Den Europatag begingen die Würzburger Grünen mit einem besonderen Gast und Feier zu Ehren Europas. Zu ihrer großen Veranstaltung im Felix-Fechenbach-Haus kamen über hundert Gäste, um mit ihnen zu feiern, auf die Errungenschaften der Europäischen Union (EU) zurückzublicken und mit Hoffnung, Mut und Vorfreude in Europas Zukunft zu schauen.

Neben Stadtrat und Landtagskandidat Patrick Friedl und dem Landtagsmitglied Kerstin Celina folgte eine Große auf europäischem Parkett der Einladung nach Würzburg: Ska Keller, Mitglied des Europaparlaments und Vorsitzende der Europäischen Grünen. Vor gut gefülltem Haus im Stadtteilzentrum Grombühl wurde eines deutlich: die Grünen sind begeistert von Europa und sie sind in der Lage und bereit, diese Begeisterung zu transportieren.

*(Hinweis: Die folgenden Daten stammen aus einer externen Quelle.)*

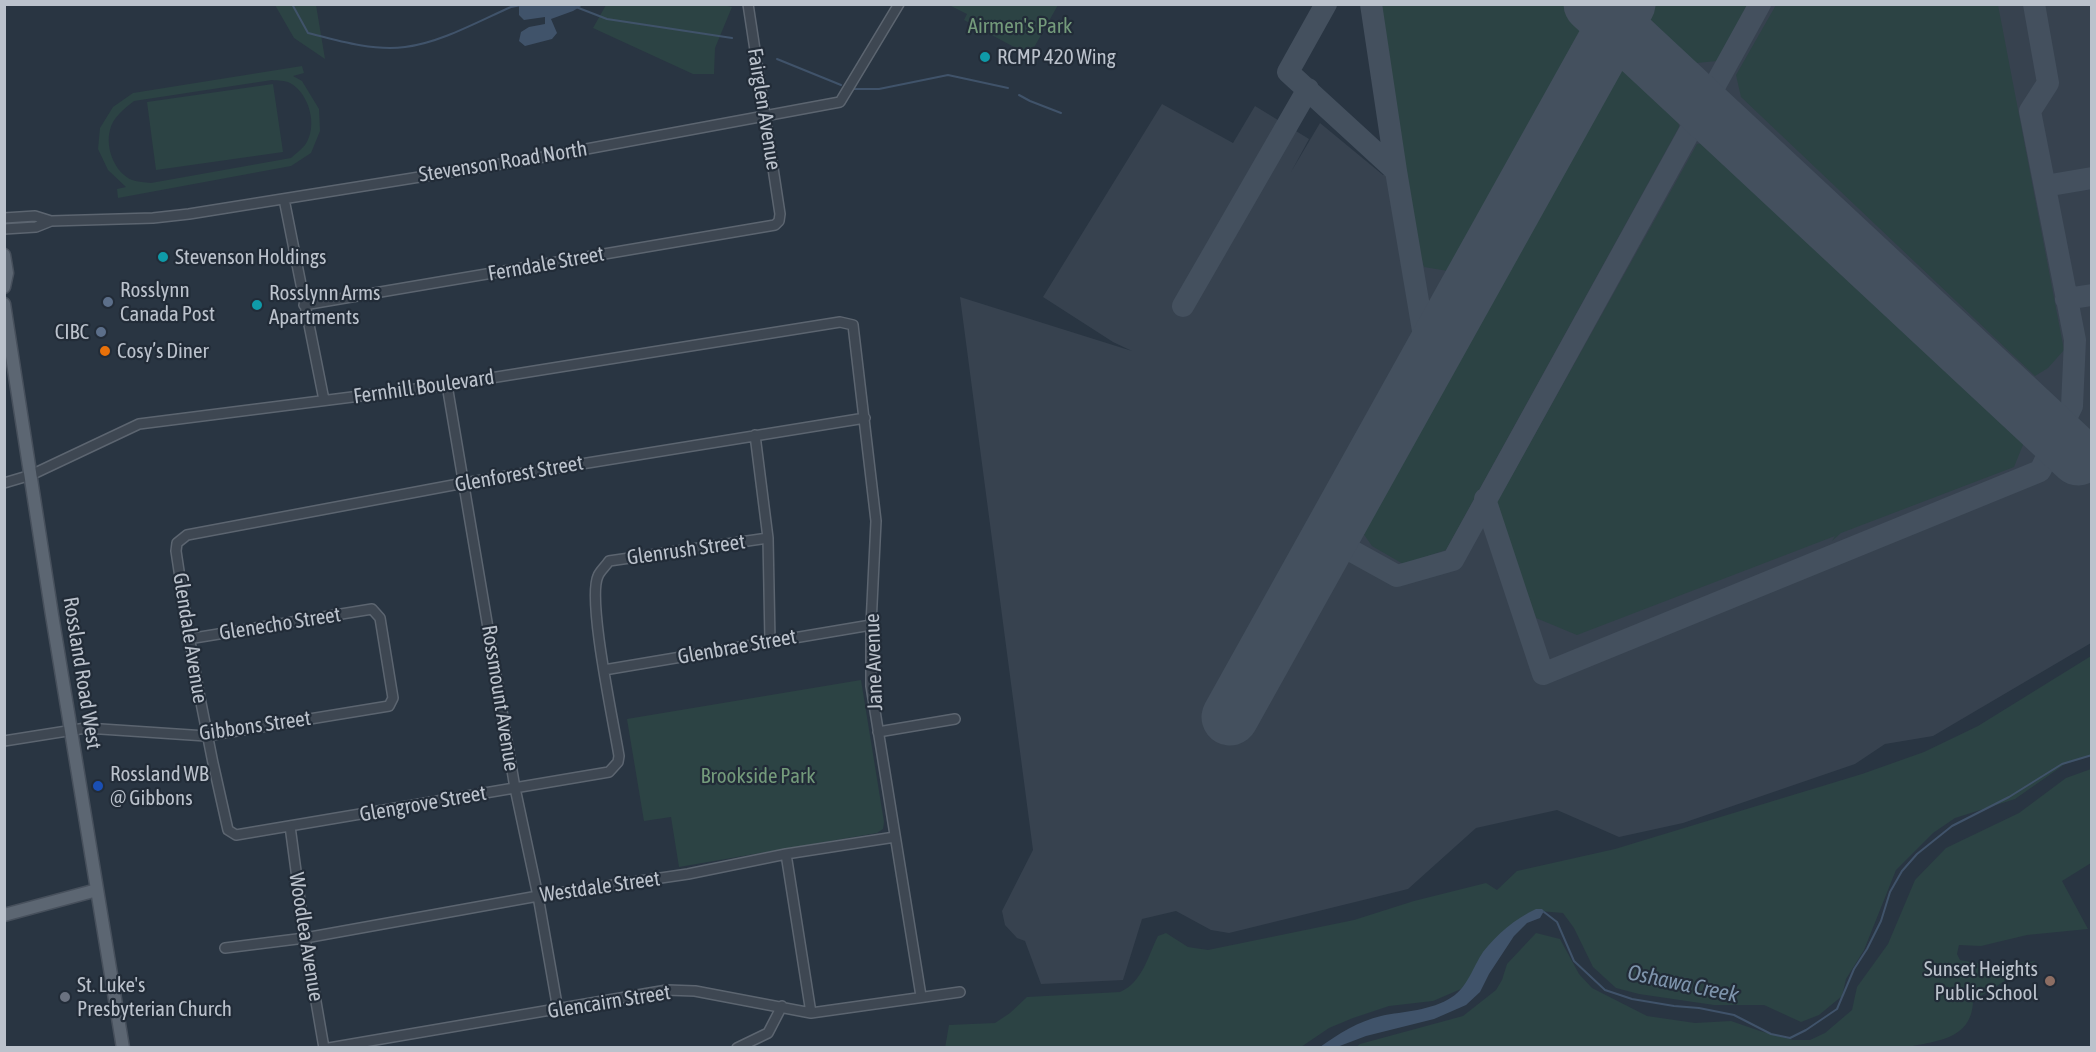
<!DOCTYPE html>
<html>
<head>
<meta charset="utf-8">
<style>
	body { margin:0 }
	#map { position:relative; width:2096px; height:1052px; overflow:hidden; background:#293542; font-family:"Asap Condensed",sans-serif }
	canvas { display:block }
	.frame { position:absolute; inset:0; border:6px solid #bbc2cc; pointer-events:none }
</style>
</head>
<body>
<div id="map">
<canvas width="2096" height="1052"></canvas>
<div class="frame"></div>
</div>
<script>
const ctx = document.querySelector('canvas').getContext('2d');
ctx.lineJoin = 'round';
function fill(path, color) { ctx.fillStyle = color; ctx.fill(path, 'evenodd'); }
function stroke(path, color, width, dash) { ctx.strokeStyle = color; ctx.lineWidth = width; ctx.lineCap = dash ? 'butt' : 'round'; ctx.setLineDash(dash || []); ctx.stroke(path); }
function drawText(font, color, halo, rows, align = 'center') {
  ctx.font = font + ' "Asap Condensed",sans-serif'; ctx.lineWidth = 4.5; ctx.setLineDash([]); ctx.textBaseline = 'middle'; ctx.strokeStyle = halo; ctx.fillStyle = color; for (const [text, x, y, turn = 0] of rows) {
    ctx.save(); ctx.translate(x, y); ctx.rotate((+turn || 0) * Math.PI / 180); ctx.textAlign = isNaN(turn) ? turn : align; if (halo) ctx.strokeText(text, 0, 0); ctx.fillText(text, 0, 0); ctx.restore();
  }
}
const airport = new Path2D(`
	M 1362,5 L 2091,5 L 2091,643 L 1933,736 L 1885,744 L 1855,764 L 1683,823 L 1619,837 L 1557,810 L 1476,828 L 1408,889 L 1229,933 L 1211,930 L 1176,911 L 1142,919 L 1123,980 L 1041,984 L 1025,941 L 1017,938 L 1005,925 L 1002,911 L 1033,850 L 960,297 L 1132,351 L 1113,342 L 1043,297 L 1162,104 L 1233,143 L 1255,106 L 1309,139 L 1291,172 L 1320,123 L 1383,175 L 1395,168 Z`);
const green = new Path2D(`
	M 275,5 L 316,5 L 325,59 L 294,38 Z
	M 723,5 L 732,7 L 715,48 L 714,74 L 693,74 L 593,28 L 606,5 Z
	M 949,5 L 1058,5 L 1032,51 L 1025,53 L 964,20 L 967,14 Z
	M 1375,5 L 1570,5 L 1587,29 L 1572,65 L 1454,272 L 1424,267 L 1395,167 Z
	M 1656,5 L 1656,4 L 1748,5 L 1717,61 L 1696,63 L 1685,56 L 1650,19 Z
	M 1776,5 L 1998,5 L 2064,350 L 2048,368 L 2035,376 L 1741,97 L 1736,75 Z
	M 1633,62 L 1676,99 L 1679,127 L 1446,550 L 1403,564 L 1372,546 L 1360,529 L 1618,65 Z
	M 302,66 L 304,73 L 293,76 L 302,81 L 319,109 L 320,131 L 311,153 L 291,166 L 118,198 L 117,189 L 126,187 L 108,170 L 98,149 L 100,128 L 113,107 L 133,93 ZM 272,80 C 277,81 285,80 290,83 C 310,94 318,127 305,145 C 301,150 295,154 291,158 L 151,183 C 145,182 138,182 132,180 C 115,173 105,148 110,130 C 113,117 124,109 134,101 Z
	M 273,84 L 283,152 L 156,170 L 147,102 Z
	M 1719,141 L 2029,430 L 2014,467 L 1841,533 L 1832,541 L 1835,536 L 1577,635 L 1536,618 L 1496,504 L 1697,144 Z
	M 2091,656 L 2091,756 L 2065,764 L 2015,799 L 1955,818 L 1933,833 L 1896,870 L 1864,950 L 1846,979 L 1842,996 L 1819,1015 L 1801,1022 L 1764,1005 L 1714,1005 L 1639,994 L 1616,988 L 1593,967 L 1574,928 L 1563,913 L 1539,911 L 1510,932 L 1461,989 L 1433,1001 L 1389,1006 L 1353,1018 L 1329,1028 L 1301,1047 L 945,1048 L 949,1025 L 995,1023 L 1010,1013 L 1027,997 L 1120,992 C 1142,983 1148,956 1158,936 L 1166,933 L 1188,947 L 1208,950 L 1354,920 L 1414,901 L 1486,883 L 1497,890 L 1517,871 L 1615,849 L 1862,774 L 1924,752 L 1978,726 Z
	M 861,680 L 884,822 L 883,829 L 877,833 L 679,867 L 671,817 L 644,821 L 627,719 Z
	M 2091,769 L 2091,863 L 2062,881 L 2088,929 L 2027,935 L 1981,946 L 1959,945 L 1957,954 L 1960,960 L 1992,966 L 2036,961 L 1973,1001 C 1972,1041 1934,1041 1903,1048 L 1356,1047 L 1360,1044 L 1463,1016 L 1496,990 L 1502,980 L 1507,964 L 1536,933 L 1560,939 L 1579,974 L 1592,988 L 1647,1016 L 1695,1023 L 1731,1021 L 1760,1031 L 1793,1040 L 1810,1040 L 1825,1033 L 1852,1010 L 1857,987 L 1888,944 L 1915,880 L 1946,848 L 2019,813 L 2066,778 Z`);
const water = new Path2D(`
	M 519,5 L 519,4 L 583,5 L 573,11 L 551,19 L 557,33 L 552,39 L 525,46 L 519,41 L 521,32 L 529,27 L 545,24 L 545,17 L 524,20 L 519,15 Z
	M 1536,909 L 1542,909 L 1544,911 L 1540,918 L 1527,923 L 1514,936 L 1489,974 L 1480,992 L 1466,1005 L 1434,1019 L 1366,1036 L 1337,1047 L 1320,1047 C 1338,1034 1359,1021 1381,1016 C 1404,1011 1431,1011 1452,997 C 1467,988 1473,967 1483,952 C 1496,935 1516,918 1536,909 Z`);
const stream = new Path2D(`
	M 292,4 L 308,33 C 339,41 373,51 405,47 C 440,43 479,21 511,7 L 521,5
	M 576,7 L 607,19 L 732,38
	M 777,59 L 841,85
	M 852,89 L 879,89 L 948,75 L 1008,88
	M 1019,95 L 1030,101 L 1061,113
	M 1544,912 L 1557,922 L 1574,961 L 1605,990 L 1632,999 L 1674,1006 L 1699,1008 L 1734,1015 L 1771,1034 L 1790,1038 L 1806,1030 L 1837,1009 L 1854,969 L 1867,949 L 1881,921 L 1890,892 L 1902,871 L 1917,854 L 1952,826 L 2009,797 L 2062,764 L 2092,755`);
const taxiway = new Path2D(`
	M 1326,4 L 1288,72 L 1396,171
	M 1371,4 L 1396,171 L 1428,360
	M 2045,186 L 2092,178
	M 2066,299 L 2092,295
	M 1183,306 L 1308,89
	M 1485,499 L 1543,674 L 2040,471 L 2072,406 L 2075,340 L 2030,111 L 2048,83 L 2034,4
	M 1333,530 L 1350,550 L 1397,576 L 1453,560 L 1760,4`);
const runway = new Path2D(`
	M 1592,4 L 2078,457
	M 1230,717 L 1627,4`);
const minor = new Path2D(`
	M 284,199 L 324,400
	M 4,218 L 35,216 L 51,221
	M 4,229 L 36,227 L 51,221 L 153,218 L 189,214 L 538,158 L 840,102 L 899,4
	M 304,305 L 775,225 L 779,221 L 780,214 L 748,4
	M 447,385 L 515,788 L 538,896 L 558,1010
	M 755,435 L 768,538 L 770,641
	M 4,483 L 31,475 L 139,424 L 447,385 L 840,322 L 853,325 L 876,521 L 871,625 L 871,686 L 921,996
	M 768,538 L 609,561 C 606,566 600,571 598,576 C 587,600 614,724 619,756 L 618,762 L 609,772 L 236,835 L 228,830 C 206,737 189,645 176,551 L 177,543 L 187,535 L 464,483 L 865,418
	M 604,670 L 871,625
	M 878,732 L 955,719
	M 4,741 L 86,728 L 206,736 L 389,706 L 393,698 L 380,618 L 372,609 L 188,639
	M 290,826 L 305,938 L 324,1048
	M 786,854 L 811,1013
	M 225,948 L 305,938 L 538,896 L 688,874 L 786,854 L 895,837
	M 329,1048 L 667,990 L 695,991 L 811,1013 L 960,992
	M 737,1048 L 768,1033 L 782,1006`);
const major = new Path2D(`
	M 4,255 L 7,273 L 4,287
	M 4,304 L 52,615 L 123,1048
	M 4,915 L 97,890`);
const markers = [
	[985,57,6,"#0f9aa8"],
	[163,257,6,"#0f9aa8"],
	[108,302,6,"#5c6f8a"],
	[257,305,6,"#0f9aa8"],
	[101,332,6,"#5c6f8a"],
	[105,351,6,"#e8710a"],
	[98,786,6,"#1a4fb4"],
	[2050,981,6,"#8d6e63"],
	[65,997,6,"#6b7280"]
];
const parkNames = [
	["Airmen's Park",1020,26],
	["Brookside Park",758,776]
];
const poiNames = [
	["RCMP 420 Wing",997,57],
	["Stevenson Holdings",175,257],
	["Rosslynn",120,290],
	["Canada Post",120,314],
	["Rosslynn Arms",269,293],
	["Apartments",269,317],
	["CIBC",89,332,"right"],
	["Cosy’s Diner",117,351],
	["Rossland WB",110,774],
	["@ Gibbons",110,798],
	["Sunset Heights",2038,969,"right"],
	["Public School",2038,993,"right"],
	["St. Luke's",77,985],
	["Presbyterian Church",77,1009]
];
const streetNames = [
	["Fairglen Avenue",764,109,81],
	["Stevenson Road North",503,162,-9],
	["Ferndale Street",546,264,-10],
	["Fernhill Boulevard",424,387,-8],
	["Glenforest Street",519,474,-10],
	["Glenrush Street",686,550,-8],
	["Glenecho Street",280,624,-9],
	["Glendale Avenue",190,638,81],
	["Glenbrae Street",737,647,-10],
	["Jane Avenue",874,662,-92],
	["Rossland Road West",82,673,81],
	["Rossmount Avenue",500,698,81],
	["Gibbons Street",255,726,-8],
	["Glengrove Street",423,804,-10],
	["Westdale Street",600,887,-8],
	["Woodlea Avenue",306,937,81],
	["Glencairn Street",609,1002,-9]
];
const waterNames = [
	["Oshawa Creek",1683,984,12]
];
fill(airport, '#37424f');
fill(green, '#2c4344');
fill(water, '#40536a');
stroke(stream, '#40536a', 2);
stroke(taxiway, '#44505e', 22);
stroke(runway, '#44505e', 57);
stroke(minor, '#5c6570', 12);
stroke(major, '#47505c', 15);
stroke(minor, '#3e4752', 9);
stroke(major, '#5c6672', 12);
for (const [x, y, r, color] of markers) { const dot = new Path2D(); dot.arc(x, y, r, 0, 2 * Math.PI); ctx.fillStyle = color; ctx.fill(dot); stroke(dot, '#222c38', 2); }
drawText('21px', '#749b7b', '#222c38', parkNames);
drawText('21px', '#bbc2cc', '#222c38', poiNames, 'left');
drawText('21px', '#bbc2cc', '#222c38', streetNames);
drawText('italic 22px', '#7e94ac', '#222c38', waterNames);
</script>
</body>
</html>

So eröffnet Friedl dann auch den Abend: „Wir wollen heute Mut machen zu Europa!“ Dafür gibt es viel Applaus. Er wirft zunächst aber noch einen Blick voraus Richtung Landtagswahl in Bayern und macht neugierig auf den bevorstehenden Wahlkampf der Grünen. „Wir wollen Sie heute und in den nächsten Monaten mit spannenden Themen begeistern, damit möglichst viele Menschen sehen, wie wichtig es ist, dass es eine Grüne Stimme in Bayern gibt“, sagt er. Das Ziel der Grünen umreißt er dabei klar und deutlich: „Wir hoffen sehr darauf, dass das der Tag ist, an dem wir erleben dürfen, dass die absolute Mehrheit für eine Partei in Bayern der Vergangenheit angehört.“ Die vielen Gäste an diesem Abend teilen seine Hoffnung mit viel Applaus.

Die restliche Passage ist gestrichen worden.